(Records contained in a dataset)

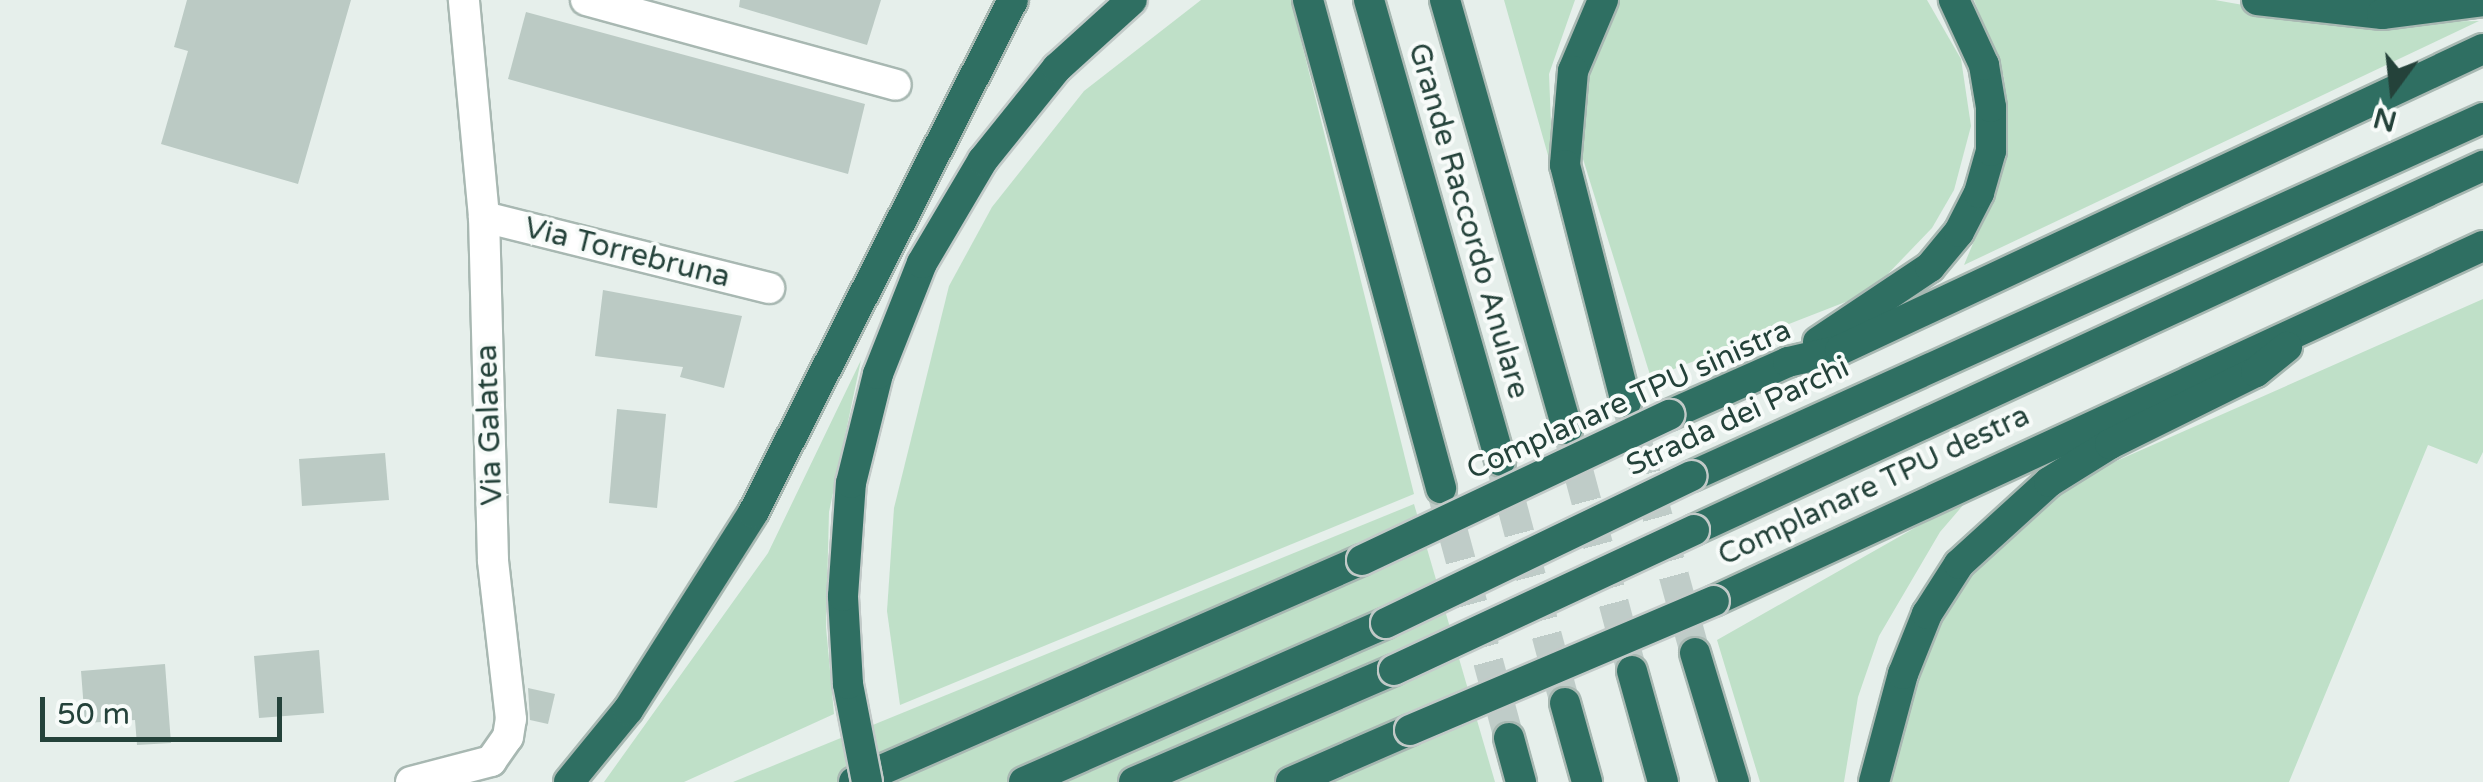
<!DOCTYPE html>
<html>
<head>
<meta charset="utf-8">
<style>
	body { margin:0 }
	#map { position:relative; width:2483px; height:782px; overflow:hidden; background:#e6efeb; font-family:"Varela Round",sans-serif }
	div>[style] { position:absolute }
	.green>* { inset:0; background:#bfe0c8 }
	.building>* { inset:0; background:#bbcac4 }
	.highway-tunnel>* { height:30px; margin-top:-15px; transform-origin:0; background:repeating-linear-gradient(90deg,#bfccc8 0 30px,transparent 0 45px) }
	.roads { filter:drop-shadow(2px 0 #a8b8b2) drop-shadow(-2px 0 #a8b8b2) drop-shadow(0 2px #a8b8b2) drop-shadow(0 -2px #a8b8b2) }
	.street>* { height:30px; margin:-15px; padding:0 15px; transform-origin:15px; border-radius:15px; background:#fff }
	.highway>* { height:30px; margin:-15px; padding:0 15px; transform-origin:15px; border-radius:15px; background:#2f6f62 }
	.bridges { filter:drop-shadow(2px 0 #c2cac8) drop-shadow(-2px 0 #c2cac8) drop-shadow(0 2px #c2cac8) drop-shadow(0 -2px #c2cac8) }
	.highway-bridge>* { height:30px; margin:-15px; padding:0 15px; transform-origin:15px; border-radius:15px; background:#2f6f62 }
	span { translate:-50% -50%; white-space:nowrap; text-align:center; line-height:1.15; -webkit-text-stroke:8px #f7fbf9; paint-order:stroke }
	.street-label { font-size:30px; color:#24423a }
	.north { position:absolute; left:2343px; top:40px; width:100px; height:100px; -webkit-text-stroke:8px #f7fbf9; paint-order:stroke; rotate:195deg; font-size:28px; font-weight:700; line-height:40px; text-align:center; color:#24423a }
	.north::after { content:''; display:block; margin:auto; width:35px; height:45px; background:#24423a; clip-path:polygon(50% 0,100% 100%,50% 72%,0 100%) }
	.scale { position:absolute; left:40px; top:697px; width:242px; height:45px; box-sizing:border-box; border:5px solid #24423a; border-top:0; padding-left:12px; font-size:30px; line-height:35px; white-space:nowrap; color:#24423a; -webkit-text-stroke:8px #f7fbf9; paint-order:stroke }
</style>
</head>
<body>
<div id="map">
	<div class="green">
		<div style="clip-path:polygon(1201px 0,1291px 0,1414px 494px,900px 705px,887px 611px,894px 508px,949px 286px,992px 207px,1084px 91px)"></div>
		<div style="clip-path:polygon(1504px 0,1575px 0,1549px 74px,1553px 173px)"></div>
		<div style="clip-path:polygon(1620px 0,1927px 0,1961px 59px,1971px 126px,1954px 190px,1932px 228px,1882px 280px,1848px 301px,1651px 378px,1583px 159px,1580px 116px,1589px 68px)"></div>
		<div style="clip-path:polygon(1974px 0,2215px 0,2345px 23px,2479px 21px,1964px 265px,2002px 174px,2007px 139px,2004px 77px)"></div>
		<div style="clip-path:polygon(2483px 299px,2483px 452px,2477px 464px,2428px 445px,2289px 782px,1890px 782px,1904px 709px,1940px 621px,1964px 580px,2042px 507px,2105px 466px)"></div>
		<div style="clip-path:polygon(861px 360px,829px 512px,826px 627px,834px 714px,684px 782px,604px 782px,768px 553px)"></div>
		<div style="clip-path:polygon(1971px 496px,1940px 532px,1879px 636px,1858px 697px,1844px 782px,1760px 782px,1717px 640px)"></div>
		<div style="clip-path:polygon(1414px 504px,1495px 782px,733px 782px)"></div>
	</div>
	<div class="building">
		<div style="clip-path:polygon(187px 0,351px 0,298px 184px,161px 144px,188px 51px,174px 47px)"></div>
		<div style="clip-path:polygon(740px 0,881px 0,867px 45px,739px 7px)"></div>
		<div style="clip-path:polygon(526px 12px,865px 104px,848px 174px,508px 79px)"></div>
		<div style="clip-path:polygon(603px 290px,742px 316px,724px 388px,680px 377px,683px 367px,595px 356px)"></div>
		<div style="clip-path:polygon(617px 409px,666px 414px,657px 508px,609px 503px)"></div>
		<div style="clip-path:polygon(385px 453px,389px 500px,302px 506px,299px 459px)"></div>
		<div style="clip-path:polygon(319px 650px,324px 713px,259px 718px,254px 656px)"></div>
		<div style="clip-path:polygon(165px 664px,171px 743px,137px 745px,135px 720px,85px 723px,81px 671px)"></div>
		<div style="clip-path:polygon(528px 688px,555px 694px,548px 724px,530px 720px)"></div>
	</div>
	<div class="highway-tunnel">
		<div style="left:1626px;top:402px;width:260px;rotate:74.6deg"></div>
		<div style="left:1567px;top:429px;width:243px;rotate:75deg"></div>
		<div style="left:1500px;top:461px;width:251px;rotate:75deg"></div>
		<div style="left:1441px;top:488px;width:259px;rotate:74.8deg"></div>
	</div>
	<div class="roads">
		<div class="street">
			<div style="left:586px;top:0;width:321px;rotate:15.3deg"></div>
			<div style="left:484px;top:217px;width:294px;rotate:14deg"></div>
			<div style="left:411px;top:782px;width:83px;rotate:-14.7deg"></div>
			<div style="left:491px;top:761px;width:29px;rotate:-55deg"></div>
			<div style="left:508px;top:737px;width:18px;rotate:-81deg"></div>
			<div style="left:511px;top:719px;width:160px;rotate:-96.5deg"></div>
			<div style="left:493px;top:560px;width:343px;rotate:-91.5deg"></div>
			<div style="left:484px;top:217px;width:218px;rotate:-95.3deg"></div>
		</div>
		<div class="highway">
			<div style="left:1308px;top:0;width:506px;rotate:74.75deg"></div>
			<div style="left:1369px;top:0;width:479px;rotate:74.1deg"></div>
			<div style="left:1445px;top:0;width:446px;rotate:74.1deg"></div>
			<div style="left:1603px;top:0;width:77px;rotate:112.9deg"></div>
			<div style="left:1573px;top:71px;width:94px;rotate:94.9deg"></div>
			<div style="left:1565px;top:165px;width:245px;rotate:75.6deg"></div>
			<div style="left:2257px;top:0;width:126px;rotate:6.4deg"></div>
			<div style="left:2382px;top:14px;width:102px;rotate:-7.3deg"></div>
			<div style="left:1818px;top:342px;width:135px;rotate:-33.8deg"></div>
			<div style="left:1930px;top:267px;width:45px;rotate:-50.4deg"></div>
			<div style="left:1959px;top:232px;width:44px;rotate:-62.9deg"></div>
			<div style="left:1979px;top:193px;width:44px;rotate:-74.1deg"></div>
			<div style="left:1991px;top:151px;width:44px;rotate:-90deg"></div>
			<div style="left:1991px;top:107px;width:43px;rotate:-99.5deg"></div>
			<div style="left:1984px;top:65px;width:72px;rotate:-114.8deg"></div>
			<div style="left:1669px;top:415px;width:130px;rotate:-24deg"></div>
			<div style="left:1788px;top:362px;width:53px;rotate:-13deg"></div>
			<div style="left:1840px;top:350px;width:710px;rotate:-25.09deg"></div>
			<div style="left:1692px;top:476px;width:868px;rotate:-24.35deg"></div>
			<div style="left:1694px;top:530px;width:869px;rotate:-24.77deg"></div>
			<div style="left:1714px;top:601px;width:847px;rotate:-24.78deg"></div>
			<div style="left:1695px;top:653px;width:135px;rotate:73.2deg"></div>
			<div style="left:1632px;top:671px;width:115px;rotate:74.4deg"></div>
			<div style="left:1565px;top:703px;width:82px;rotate:74.4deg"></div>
			<div style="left:1509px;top:738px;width:46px;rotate:74.7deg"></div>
			<div style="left:569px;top:782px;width:93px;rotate:-50.7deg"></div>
			<div style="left:628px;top:710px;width:233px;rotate:-57.6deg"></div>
			<div style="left:753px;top:513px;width:575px;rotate:-63.12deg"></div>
			<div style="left:854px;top:782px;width:554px;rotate:-23.61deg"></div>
			<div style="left:1024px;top:782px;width:395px;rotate:-23.7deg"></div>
			<div style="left:1134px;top:782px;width:283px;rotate:-23.3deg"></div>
			<div style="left:1291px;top:782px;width:130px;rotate:-23.6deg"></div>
			<div style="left:1874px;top:782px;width:112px;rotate:-75deg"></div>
			<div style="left:1903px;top:674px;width:65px;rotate:-68.2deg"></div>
			<div style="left:1927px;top:614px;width:59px;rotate:-57.4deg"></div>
			<div style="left:1959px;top:564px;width:122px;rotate:-42.3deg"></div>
			<div style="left:2049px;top:482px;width:72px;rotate:-31.9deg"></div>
			<div style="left:2110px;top:444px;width:163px;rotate:-26.3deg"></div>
			<div style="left:2256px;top:372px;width:40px;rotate:-39deg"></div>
		</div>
	</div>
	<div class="bridges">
		<div class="highway-bridge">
			<div style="left:1362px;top:560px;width:340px;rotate:-25.3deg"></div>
			<div style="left:1386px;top:623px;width:339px;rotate:-25.7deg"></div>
			<div style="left:1394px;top:670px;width:331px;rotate:-25deg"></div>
			<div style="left:1410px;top:730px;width:330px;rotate:-23deg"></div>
			<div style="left:867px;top:782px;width:100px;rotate:-101deg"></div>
			<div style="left:848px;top:684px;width:88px;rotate:-93.3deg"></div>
			<div style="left:843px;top:596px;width:113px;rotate:-86deg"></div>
			<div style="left:851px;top:483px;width:112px;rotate:-76.1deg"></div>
			<div style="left:878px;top:374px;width:119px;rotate:-68.4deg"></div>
			<div style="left:922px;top:263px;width:120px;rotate:-59.4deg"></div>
			<div style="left:983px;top:160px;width:118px;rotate:-51.2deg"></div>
			<div style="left:1057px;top:68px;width:101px;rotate:-42.2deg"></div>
		</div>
	</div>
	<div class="street-label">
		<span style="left:1468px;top:221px;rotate:74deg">Grande Raccordo Anulare</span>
		<span style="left:627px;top:253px;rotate:14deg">Via Torrebruna</span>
		<span style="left:1629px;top:400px;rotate:-24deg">Complanare TPU sinistra</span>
		<span style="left:1738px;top:417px;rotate:-25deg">Strada dei Parchi</span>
		<span style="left:490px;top:425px;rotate:-92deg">Via Galatea</span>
		<span style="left:1874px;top:486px;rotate:-25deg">Complanare TPU destra</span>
	</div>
	<div class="north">N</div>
	<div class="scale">50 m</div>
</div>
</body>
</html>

What to do | The output is the lines from the start of the data above through the line containing "position:relative; width:2483px; height:782px;", unchanged, with any picture left out.

Result below |
<!DOCTYPE html>
<html>
<head>
<meta charset="utf-8">
<style>
	body { margin:0 }
	#map { position:relative; width:2483px; height:782px; overflow:hidden; background:#e6efeb; font-family:"Varela Round",sans-serif }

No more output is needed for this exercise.